• [Exercise directions] Show each line of the data below in which "Данко" occurs.
※ ※ ※
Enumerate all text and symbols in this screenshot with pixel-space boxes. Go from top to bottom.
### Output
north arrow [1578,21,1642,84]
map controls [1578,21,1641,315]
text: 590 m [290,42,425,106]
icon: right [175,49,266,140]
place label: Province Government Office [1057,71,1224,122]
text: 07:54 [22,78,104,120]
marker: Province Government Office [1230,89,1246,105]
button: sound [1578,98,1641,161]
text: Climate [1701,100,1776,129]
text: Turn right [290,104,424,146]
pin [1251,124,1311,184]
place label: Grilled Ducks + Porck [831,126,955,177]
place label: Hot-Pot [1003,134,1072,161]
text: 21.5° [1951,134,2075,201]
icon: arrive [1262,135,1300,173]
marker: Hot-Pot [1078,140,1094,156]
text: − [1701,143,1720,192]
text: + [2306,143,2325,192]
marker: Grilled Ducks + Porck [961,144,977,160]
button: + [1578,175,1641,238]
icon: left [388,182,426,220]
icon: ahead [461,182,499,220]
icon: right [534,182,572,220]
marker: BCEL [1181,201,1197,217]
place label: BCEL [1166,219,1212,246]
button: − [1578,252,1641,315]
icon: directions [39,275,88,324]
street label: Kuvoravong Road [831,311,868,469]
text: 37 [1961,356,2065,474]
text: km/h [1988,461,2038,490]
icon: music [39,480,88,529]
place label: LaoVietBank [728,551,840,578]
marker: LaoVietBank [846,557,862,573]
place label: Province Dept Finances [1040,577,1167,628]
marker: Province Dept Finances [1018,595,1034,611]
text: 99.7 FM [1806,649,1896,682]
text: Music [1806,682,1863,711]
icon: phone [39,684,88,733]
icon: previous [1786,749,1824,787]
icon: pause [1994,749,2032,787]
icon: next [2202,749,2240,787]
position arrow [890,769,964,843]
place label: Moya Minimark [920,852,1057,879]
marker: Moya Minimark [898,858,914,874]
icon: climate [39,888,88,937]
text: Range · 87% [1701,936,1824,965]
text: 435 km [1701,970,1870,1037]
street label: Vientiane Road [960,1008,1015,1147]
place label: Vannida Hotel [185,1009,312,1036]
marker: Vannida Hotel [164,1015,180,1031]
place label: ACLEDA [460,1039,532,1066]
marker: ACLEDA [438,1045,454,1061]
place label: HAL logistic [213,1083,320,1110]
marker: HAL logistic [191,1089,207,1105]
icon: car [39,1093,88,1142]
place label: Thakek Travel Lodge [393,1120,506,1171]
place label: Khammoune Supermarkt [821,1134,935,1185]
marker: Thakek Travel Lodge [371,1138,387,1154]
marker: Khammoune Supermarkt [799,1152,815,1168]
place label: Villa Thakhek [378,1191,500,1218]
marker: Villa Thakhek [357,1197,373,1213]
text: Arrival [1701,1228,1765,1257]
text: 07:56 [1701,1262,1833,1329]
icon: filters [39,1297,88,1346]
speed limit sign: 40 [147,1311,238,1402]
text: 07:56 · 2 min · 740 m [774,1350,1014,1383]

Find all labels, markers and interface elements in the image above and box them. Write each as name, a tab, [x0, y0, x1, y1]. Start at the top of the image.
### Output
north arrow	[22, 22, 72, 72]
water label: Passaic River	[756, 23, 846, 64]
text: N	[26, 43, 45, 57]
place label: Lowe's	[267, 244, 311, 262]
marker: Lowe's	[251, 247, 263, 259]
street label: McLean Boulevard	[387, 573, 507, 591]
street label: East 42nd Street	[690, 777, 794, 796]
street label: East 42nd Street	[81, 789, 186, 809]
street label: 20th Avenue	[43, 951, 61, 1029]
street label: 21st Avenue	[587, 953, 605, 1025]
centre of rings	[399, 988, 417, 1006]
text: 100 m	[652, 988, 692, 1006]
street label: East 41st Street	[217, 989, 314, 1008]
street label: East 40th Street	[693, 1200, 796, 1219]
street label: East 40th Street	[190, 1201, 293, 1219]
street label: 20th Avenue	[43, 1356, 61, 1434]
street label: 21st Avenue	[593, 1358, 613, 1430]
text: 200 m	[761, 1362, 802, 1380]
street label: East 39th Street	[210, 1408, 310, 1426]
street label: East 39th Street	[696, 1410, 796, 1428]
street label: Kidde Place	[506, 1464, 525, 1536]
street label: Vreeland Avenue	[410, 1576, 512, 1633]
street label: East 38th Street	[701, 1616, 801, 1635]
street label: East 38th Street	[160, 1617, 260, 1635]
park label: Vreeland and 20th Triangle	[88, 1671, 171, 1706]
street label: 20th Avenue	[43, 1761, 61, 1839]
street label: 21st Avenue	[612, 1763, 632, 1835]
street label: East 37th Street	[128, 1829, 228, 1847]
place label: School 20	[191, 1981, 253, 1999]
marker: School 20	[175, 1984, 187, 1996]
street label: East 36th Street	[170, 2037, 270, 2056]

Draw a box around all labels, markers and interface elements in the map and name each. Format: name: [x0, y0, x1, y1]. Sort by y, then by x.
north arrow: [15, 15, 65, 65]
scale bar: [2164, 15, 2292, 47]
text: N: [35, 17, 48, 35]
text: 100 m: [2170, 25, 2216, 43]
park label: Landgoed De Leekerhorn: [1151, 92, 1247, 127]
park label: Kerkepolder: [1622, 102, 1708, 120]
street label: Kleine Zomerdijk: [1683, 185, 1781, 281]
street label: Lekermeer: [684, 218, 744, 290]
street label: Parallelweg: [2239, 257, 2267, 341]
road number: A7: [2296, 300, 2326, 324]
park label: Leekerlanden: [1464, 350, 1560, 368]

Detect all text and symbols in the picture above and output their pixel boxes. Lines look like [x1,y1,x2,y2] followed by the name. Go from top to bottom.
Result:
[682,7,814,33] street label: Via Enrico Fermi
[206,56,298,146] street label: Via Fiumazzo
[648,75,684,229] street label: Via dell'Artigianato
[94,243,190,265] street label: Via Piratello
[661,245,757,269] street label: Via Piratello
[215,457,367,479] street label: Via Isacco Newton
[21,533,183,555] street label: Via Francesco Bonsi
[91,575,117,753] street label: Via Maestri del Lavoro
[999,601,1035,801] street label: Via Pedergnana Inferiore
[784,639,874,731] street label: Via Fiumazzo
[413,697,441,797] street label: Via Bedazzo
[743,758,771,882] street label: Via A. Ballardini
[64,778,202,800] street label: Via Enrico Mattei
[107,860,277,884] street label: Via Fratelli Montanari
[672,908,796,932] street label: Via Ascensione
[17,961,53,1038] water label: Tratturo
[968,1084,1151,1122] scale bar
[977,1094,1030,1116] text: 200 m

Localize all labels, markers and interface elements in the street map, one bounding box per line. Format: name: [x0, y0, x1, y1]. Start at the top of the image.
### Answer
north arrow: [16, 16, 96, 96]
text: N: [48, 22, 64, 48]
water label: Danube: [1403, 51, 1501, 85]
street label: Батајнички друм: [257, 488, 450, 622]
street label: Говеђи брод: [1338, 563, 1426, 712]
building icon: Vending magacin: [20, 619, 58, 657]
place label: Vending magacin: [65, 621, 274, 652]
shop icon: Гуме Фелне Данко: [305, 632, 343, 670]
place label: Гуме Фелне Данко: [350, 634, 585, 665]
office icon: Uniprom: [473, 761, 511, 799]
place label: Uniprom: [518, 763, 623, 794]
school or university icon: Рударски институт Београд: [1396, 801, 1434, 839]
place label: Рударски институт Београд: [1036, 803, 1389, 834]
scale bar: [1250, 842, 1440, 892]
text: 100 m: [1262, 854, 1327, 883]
※ ※ ※
• [Task output]
shop icon: Гуме Фелне Данко: [305, 632, 343, 670]
place label: Гуме Фелне Данко: [350, 634, 585, 665]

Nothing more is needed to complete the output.